These paper people reside inside an old Fannie May candy box bought at an estate sale about two months ago. It was a really intriguing sale with all sorts of goodies. Fortunately for me two guys who got in the door about 10 minutes before me, who are usually buying exactly what I want, were tired, and one had forgotten to bring his glasses. Thus when looking through the box of old photographs the one guy kept muttering that there wasn't anything good, but then he'd add "Of course if I had my glasses...." I sort of hovered, watching what they picked up and put down. I was hoping he'd put the photo box down and I'd zoom in. I nicely said, "Hey, when you're done with the photos I'd like to take a look." He was very accommodating as I continued to hover. Finally I had my shot at the box and I continued to monitor them through the eyes in the back of my head. They continued muttering that there wasn't much to be had, the sellers had not told the truth in their ad, etc. And then I heard it...
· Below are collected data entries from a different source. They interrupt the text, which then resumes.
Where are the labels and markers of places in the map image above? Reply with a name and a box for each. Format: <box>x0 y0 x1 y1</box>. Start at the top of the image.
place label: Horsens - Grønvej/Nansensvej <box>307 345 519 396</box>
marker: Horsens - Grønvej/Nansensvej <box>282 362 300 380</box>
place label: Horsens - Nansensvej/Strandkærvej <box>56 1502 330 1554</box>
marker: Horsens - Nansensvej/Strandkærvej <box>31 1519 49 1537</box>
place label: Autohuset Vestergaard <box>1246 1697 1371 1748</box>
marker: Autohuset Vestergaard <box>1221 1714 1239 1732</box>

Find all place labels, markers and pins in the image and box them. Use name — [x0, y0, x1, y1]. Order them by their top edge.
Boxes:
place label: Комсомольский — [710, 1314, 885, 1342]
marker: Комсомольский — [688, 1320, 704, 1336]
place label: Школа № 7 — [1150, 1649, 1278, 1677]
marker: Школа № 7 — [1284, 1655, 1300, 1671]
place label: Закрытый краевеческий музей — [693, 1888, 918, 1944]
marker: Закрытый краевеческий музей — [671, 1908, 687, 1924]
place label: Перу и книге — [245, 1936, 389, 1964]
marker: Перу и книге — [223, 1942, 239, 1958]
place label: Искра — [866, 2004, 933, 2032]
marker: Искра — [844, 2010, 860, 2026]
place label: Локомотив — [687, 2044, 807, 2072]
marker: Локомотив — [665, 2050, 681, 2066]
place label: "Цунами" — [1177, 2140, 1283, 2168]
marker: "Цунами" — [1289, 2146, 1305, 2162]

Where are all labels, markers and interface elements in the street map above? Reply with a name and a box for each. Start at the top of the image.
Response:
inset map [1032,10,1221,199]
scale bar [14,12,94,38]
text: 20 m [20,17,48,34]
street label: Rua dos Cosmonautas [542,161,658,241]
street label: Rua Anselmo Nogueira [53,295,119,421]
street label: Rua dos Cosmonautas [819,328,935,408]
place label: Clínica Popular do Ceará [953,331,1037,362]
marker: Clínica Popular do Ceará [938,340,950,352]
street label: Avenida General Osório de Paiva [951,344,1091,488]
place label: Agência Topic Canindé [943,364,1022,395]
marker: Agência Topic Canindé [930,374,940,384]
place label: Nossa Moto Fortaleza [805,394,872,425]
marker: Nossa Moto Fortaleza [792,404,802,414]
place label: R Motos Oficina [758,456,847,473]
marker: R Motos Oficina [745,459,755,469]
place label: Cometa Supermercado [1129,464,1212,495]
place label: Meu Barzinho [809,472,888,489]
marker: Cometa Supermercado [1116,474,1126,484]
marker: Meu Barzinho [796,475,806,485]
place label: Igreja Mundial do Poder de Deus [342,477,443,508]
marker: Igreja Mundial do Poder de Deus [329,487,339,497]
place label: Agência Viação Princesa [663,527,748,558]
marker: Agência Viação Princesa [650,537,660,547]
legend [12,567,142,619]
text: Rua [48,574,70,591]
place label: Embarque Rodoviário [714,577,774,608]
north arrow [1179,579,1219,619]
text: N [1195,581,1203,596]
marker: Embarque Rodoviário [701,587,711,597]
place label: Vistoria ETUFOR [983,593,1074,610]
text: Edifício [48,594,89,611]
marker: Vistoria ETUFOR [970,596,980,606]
"Hey, do you want this box of paper dolls?" said the one guy to the other.
I about broke my neck. I never find paper dolls at estate sales. Never! I see these sales on ebay all the time where someone just happened into an estate sale and bought a ton of mint paper doll books. I don't go to those kind of sales. Never my luck. Anyway...
"No, I've sort of stopped buying paper dolls."
The fellow then saw me standing with the photo box in my hands, salivating, wondering what was in the white candy box he was holding. He said, "Are you interested?" I hope my grab wasn't too rude. I looked inside and was delighted! Lovely old 1930s dolls, clothes, accessories. Lots of goodies, most not completely cut-out.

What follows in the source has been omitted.